■ About this task:
Can you pull out each line of the data below that includes the word "toPath"?

++++ Extracted material

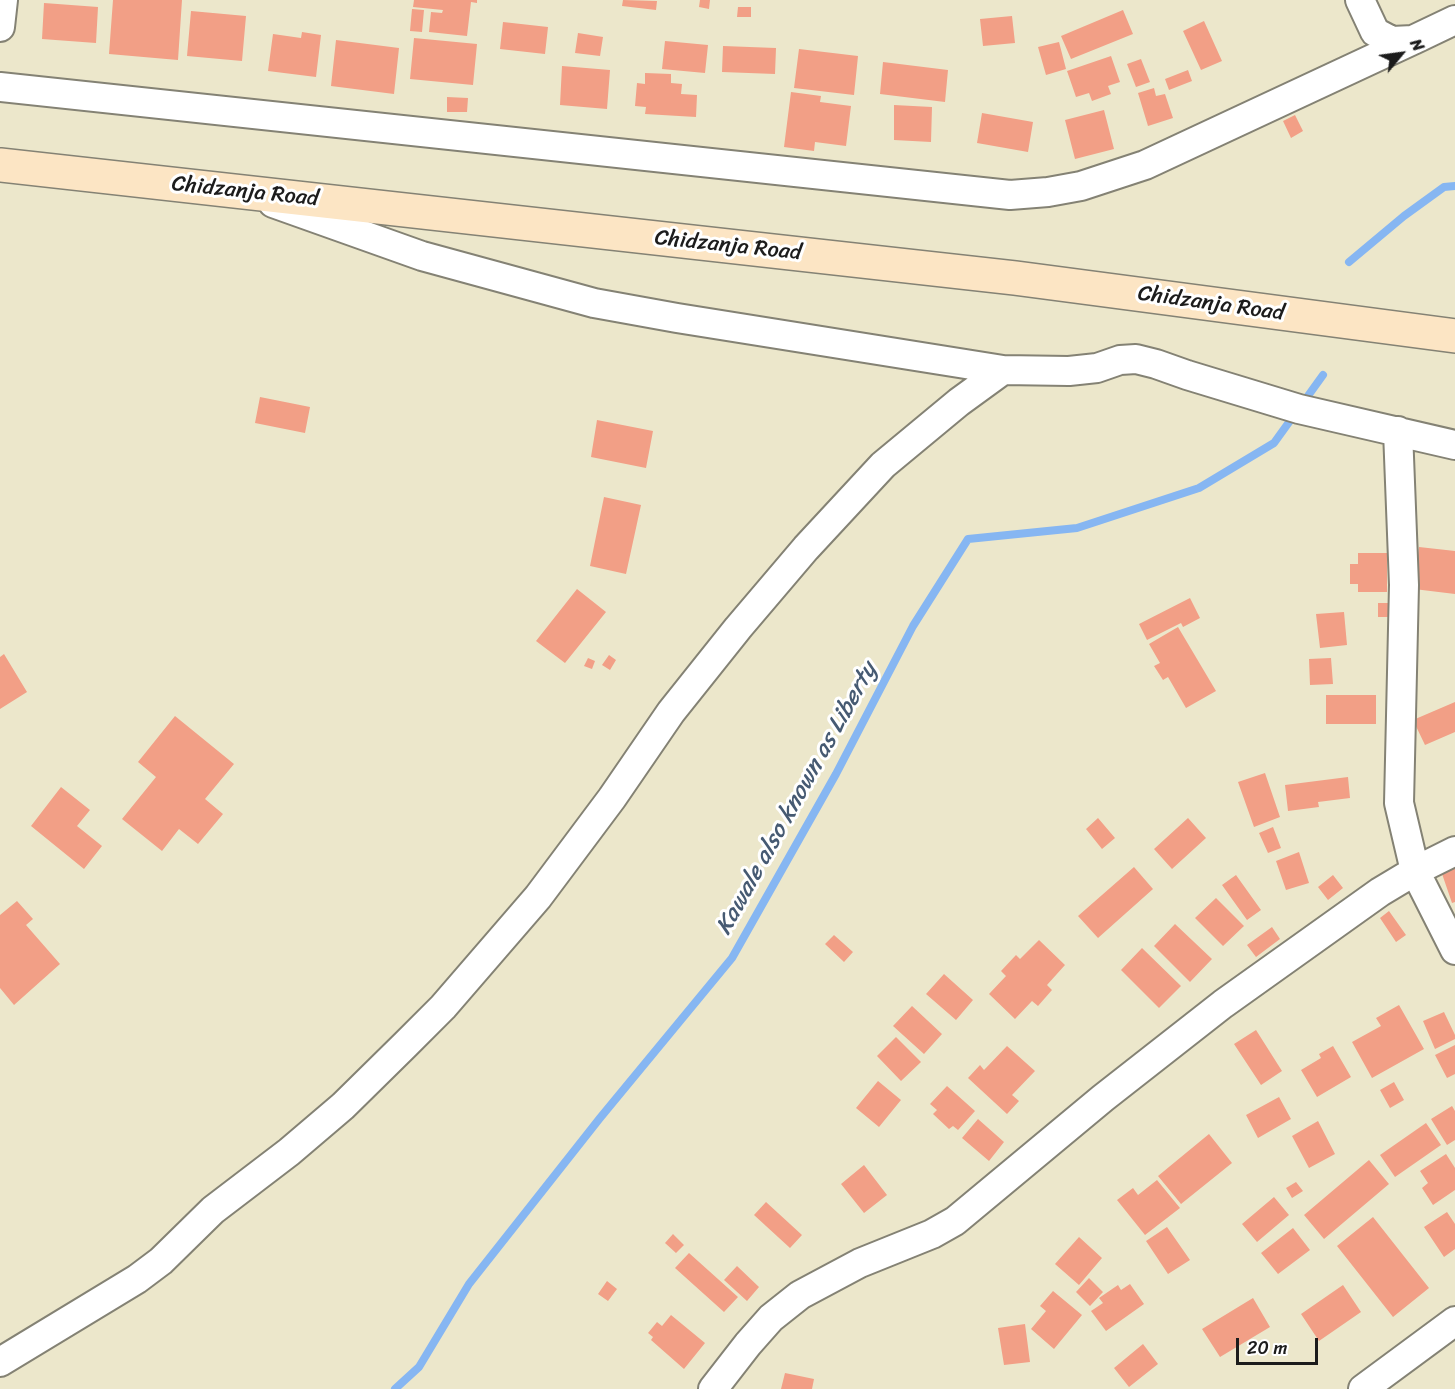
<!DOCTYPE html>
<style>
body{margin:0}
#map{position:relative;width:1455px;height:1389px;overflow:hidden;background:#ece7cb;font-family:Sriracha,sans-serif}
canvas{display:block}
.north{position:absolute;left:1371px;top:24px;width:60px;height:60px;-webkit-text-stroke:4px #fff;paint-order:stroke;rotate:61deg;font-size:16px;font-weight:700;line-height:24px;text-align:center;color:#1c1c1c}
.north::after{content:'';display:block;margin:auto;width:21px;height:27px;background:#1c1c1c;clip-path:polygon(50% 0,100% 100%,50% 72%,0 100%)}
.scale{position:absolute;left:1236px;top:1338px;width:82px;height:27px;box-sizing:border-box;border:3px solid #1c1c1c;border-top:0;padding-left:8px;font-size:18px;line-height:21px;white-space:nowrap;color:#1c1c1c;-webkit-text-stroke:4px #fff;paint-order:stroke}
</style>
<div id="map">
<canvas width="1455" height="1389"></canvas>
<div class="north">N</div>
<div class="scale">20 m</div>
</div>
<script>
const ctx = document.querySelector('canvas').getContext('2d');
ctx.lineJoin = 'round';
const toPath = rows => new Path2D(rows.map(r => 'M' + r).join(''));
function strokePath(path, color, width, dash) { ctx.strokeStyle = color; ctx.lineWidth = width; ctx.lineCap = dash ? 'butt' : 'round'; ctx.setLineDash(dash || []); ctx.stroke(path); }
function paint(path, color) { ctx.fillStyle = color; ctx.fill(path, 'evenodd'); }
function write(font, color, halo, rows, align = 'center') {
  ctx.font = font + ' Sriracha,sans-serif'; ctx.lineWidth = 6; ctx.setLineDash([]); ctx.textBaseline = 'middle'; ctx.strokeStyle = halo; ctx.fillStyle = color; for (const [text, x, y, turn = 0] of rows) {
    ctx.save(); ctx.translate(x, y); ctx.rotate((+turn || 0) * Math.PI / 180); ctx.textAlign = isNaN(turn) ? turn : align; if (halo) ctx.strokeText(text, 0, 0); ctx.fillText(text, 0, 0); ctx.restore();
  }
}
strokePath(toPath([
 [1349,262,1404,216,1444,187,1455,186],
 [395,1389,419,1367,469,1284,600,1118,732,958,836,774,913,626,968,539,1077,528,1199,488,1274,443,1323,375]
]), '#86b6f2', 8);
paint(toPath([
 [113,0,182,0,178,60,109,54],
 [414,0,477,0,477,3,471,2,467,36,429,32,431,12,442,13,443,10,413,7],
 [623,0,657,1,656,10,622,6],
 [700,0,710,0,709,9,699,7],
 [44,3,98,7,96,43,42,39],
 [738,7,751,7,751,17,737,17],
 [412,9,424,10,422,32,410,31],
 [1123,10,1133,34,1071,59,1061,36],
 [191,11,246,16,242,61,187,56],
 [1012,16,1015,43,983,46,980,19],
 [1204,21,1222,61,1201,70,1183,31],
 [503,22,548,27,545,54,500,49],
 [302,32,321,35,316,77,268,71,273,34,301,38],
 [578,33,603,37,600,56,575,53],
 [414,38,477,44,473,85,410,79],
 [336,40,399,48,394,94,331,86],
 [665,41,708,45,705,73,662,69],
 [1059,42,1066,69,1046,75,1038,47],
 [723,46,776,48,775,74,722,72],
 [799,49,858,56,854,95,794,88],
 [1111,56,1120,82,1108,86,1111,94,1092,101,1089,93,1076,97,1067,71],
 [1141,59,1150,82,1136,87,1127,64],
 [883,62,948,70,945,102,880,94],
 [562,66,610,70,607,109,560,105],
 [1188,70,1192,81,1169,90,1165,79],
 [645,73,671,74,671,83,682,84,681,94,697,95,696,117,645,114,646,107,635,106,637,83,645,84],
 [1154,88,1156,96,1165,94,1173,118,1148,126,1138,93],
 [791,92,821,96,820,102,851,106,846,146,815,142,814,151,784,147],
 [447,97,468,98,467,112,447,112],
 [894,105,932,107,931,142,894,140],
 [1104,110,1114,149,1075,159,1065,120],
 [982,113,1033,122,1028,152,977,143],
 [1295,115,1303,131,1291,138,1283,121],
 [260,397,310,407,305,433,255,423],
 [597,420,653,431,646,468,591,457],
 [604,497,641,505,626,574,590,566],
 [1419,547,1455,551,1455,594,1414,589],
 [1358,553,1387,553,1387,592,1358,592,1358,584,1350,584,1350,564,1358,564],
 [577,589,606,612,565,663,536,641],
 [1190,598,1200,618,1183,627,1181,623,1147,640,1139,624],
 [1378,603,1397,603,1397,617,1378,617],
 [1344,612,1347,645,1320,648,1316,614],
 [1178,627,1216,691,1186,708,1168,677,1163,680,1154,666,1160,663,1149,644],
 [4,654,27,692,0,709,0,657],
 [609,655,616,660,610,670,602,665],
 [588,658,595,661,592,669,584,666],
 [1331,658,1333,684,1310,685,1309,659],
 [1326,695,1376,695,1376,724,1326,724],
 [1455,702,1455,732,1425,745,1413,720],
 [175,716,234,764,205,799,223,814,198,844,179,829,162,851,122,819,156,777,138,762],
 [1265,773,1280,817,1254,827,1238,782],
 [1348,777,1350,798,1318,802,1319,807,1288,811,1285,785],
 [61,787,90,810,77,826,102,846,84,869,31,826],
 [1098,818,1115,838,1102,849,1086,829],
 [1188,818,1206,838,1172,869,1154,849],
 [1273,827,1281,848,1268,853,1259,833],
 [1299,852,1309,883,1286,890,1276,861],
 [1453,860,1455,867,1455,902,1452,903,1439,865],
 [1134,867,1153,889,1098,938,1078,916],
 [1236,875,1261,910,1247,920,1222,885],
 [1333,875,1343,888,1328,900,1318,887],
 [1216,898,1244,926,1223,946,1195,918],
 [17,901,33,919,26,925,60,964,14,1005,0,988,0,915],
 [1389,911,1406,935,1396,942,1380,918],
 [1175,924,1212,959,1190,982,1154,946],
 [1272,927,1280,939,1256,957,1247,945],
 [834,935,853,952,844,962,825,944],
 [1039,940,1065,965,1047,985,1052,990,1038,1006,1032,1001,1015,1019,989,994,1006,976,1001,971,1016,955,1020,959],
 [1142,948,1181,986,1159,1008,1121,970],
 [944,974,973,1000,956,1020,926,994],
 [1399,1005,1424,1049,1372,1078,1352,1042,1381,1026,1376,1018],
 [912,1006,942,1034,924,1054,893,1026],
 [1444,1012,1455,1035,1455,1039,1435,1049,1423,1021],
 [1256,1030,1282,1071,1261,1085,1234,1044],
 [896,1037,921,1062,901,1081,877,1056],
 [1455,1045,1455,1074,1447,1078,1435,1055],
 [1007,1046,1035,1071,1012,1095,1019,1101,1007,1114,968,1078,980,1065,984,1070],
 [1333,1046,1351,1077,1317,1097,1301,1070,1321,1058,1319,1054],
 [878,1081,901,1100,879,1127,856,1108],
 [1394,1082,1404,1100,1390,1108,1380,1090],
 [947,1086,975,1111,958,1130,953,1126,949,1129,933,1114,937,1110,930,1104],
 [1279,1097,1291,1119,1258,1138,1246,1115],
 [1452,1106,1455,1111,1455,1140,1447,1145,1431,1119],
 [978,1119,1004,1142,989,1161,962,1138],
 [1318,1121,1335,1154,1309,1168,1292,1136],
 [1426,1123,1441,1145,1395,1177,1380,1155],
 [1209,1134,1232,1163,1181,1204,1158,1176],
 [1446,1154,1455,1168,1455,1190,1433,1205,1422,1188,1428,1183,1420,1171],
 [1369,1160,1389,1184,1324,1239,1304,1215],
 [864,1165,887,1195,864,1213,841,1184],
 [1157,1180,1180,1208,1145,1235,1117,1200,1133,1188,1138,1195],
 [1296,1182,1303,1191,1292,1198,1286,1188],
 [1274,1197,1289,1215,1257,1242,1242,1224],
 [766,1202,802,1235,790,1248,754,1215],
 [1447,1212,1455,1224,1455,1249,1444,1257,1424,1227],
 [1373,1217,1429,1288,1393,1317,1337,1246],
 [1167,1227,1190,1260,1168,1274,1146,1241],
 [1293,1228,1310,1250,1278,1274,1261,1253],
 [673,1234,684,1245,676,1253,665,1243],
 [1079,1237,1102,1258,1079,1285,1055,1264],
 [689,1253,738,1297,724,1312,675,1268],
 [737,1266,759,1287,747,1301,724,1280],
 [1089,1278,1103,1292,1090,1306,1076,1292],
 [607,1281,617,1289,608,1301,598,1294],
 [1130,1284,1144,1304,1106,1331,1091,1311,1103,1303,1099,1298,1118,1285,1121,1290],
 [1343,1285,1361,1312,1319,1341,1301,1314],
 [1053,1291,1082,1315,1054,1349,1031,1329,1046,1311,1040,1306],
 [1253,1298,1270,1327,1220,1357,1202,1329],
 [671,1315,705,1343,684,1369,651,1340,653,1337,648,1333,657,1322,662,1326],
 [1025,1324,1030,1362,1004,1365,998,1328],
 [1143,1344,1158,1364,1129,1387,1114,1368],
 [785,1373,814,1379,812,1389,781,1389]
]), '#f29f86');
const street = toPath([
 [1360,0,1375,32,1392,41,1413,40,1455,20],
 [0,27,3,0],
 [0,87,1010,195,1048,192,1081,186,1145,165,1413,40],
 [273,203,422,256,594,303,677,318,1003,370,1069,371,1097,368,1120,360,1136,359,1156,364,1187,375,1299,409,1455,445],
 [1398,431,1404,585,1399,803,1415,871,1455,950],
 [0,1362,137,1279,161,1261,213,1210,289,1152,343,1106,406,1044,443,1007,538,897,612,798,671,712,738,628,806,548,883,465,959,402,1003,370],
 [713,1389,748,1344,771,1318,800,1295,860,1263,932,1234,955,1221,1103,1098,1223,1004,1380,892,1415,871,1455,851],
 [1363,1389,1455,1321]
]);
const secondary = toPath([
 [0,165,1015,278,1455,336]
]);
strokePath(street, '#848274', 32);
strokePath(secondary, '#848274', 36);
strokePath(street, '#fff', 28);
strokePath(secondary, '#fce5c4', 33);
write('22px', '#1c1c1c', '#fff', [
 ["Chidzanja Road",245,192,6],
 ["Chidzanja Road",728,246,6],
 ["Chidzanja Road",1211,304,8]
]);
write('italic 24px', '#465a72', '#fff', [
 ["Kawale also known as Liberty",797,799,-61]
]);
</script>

++++++++

■ Response to the exercise:
const toPath = rows => new Path2D(rows.map(r => 'M' + r).join(''));
strokePath(toPath([
paint(toPath([
const street = toPath([
const secondary = toPath([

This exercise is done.